**WORK INSTRUCTION**.
Without any pictures, restate the full set of records below exactly.

DATASET RECORDS below:

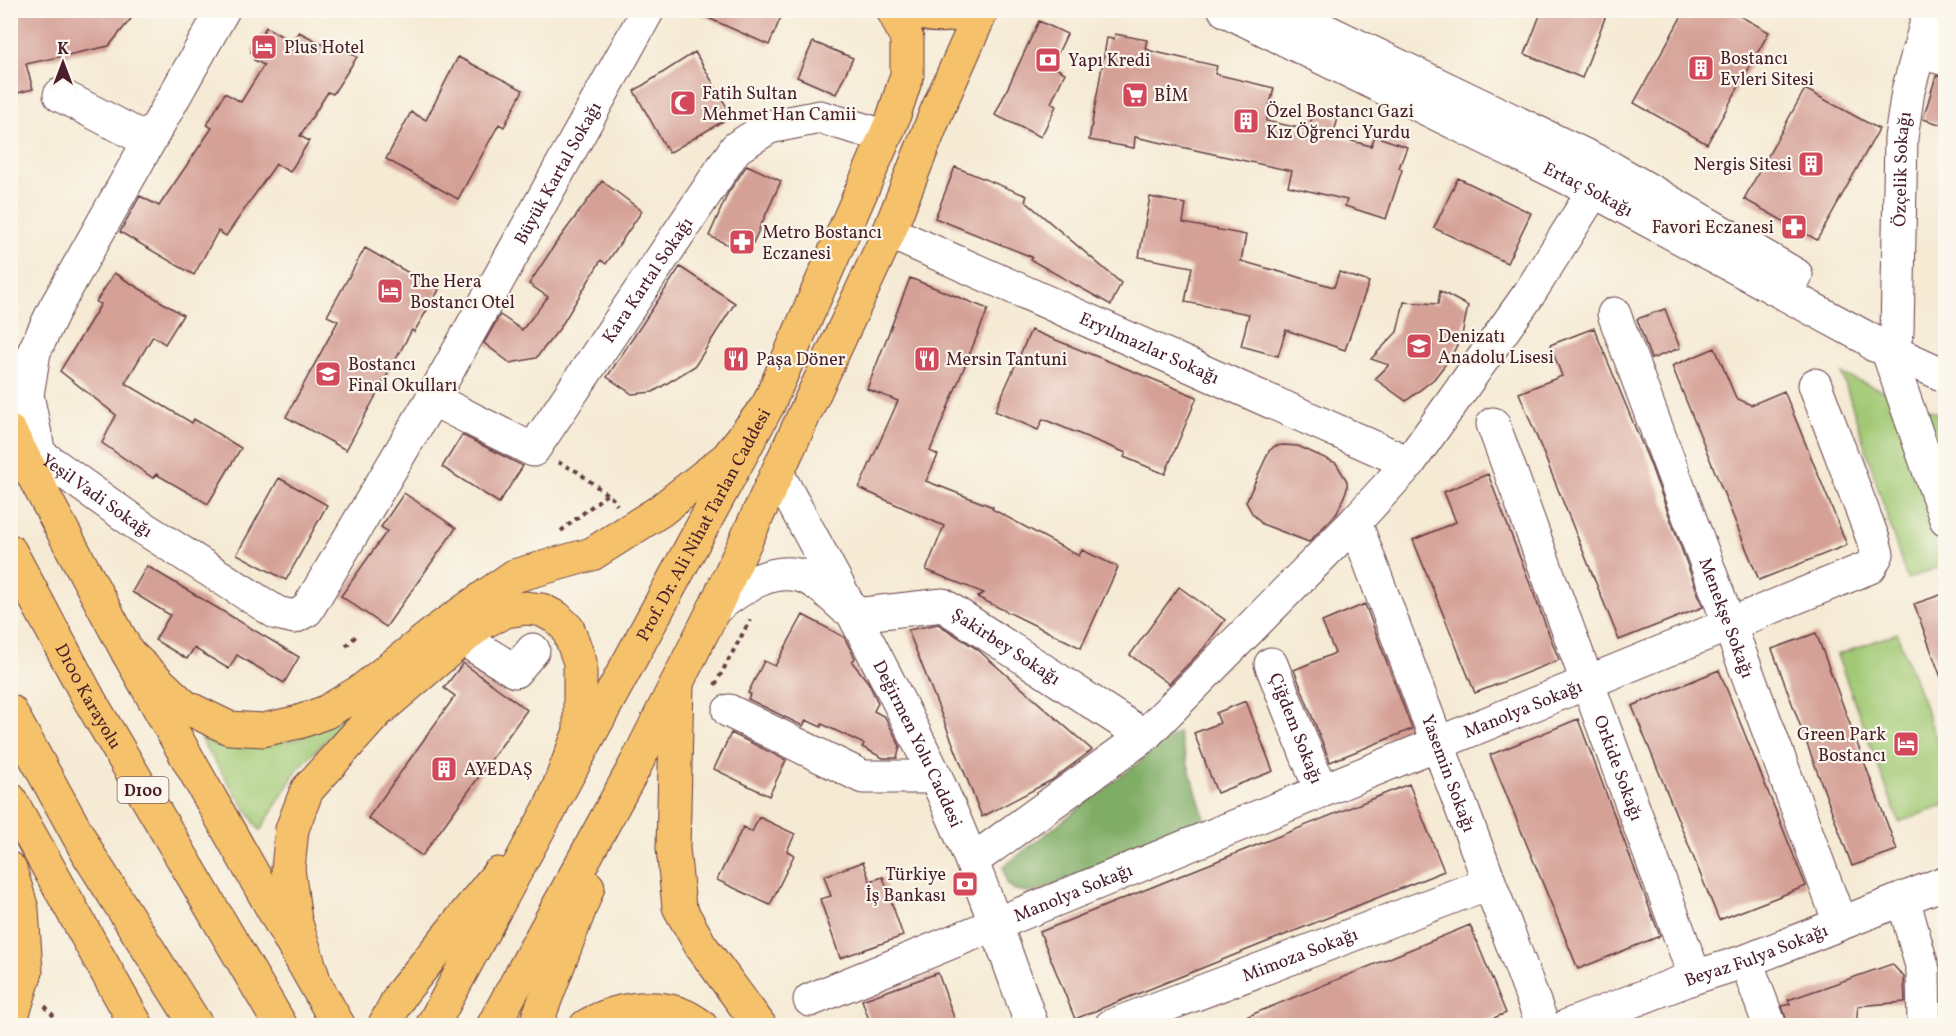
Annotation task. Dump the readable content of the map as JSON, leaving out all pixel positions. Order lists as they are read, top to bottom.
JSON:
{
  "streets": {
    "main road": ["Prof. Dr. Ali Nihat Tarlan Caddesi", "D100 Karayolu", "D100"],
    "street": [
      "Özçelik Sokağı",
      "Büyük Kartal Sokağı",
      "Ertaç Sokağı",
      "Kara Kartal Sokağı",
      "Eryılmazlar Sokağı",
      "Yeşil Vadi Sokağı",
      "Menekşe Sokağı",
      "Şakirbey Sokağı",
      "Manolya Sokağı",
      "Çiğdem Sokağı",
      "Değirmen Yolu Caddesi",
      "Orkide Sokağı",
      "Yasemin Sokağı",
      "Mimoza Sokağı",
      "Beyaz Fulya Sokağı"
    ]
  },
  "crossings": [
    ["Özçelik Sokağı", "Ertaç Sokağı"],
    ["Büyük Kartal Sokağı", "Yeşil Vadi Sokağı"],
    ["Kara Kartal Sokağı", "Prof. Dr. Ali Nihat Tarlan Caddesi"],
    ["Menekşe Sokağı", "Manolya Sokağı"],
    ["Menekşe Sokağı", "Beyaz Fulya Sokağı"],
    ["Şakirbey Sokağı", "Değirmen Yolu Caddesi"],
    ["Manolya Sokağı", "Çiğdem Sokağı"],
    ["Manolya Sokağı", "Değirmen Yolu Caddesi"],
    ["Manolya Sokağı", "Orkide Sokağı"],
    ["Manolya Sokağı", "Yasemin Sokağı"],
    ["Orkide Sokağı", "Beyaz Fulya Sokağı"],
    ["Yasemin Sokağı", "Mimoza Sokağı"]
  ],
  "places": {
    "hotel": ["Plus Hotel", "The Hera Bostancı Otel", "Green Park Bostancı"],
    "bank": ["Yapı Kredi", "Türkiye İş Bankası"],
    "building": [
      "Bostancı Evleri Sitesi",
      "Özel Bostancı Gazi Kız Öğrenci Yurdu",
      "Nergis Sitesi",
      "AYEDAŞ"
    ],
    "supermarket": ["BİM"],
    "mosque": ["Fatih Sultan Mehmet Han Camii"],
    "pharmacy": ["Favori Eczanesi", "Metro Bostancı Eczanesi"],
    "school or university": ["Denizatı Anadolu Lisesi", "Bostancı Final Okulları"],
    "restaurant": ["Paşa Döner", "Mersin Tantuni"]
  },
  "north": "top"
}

End of DATASET RECORDS.

**WRITTEN SOLUTION**.
Annotation task. Dump the readable content of the map as JSON, leaving out all pixel positions. Order lists as they are read, top to bottom.
JSON:
{
  "streets": {
    "main road": ["Prof. Dr. Ali Nihat Tarlan Caddesi", "D100 Karayolu", "D100"],
    "street": [
      "Özçelik Sokağı",
      "Büyük Kartal Sokağı",
      "Ertaç Sokağı",
      "Kara Kartal Sokağı",
      "Eryılmazlar Sokağı",
      "Yeşil Vadi Sokağı",
      "Menekşe Sokağı",
      "Şakirbey Sokağı",
      "Manolya Sokağı",
      "Çiğdem Sokağı",
      "Değirmen Yolu Caddesi",
      "Orkide Sokağı",
      "Yasemin Sokağı",
      "Mimoza Sokağı",
      "Beyaz Fulya Sokağı"
    ]
  },
  "crossings": [
    ["Özçelik Sokağı", "Ertaç Sokağı"],
    ["Büyük Kartal Sokağı", "Yeşil Vadi Sokağı"],
    ["Kara Kartal Sokağı", "Prof. Dr. Ali Nihat Tarlan Caddesi"],
    ["Menekşe Sokağı", "Manolya Sokağı"],
    ["Menekşe Sokağı", "Beyaz Fulya Sokağı"],
    ["Şakirbey Sokağı", "Değirmen Yolu Caddesi"],
    ["Manolya Sokağı", "Çiğdem Sokağı"],
    ["Manolya Sokağı", "Değirmen Yolu Caddesi"],
    ["Manolya Sokağı", "Orkide Sokağı"],
    ["Manolya Sokağı", "Yasemin Sokağı"],
    ["Orkide Sokağı", "Beyaz Fulya Sokağı"],
    ["Yasemin Sokağı", "Mimoza Sokağı"]
  ],
  "places": {
    "hotel": ["Plus Hotel", "The Hera Bostancı Otel", "Green Park Bostancı"],
    "bank": ["Yapı Kredi", "Türkiye İş Bankası"],
    "building": [
      "Bostancı Evleri Sitesi",
      "Özel Bostancı Gazi Kız Öğrenci Yurdu",
      "Nergis Sitesi",
      "AYEDAŞ"
    ],
    "supermarket": ["BİM"],
    "mosque": ["Fatih Sultan Mehmet Han Camii"],
    "pharmacy": ["Favori Eczanesi", "Metro Bostancı Eczanesi"],
    "school or university": ["Denizatı Anadolu Lisesi", "Bostancı Final Okulları"],
    "restaurant": ["Paşa Döner", "Mersin Tantuni"]
  },
  "north": "top"
}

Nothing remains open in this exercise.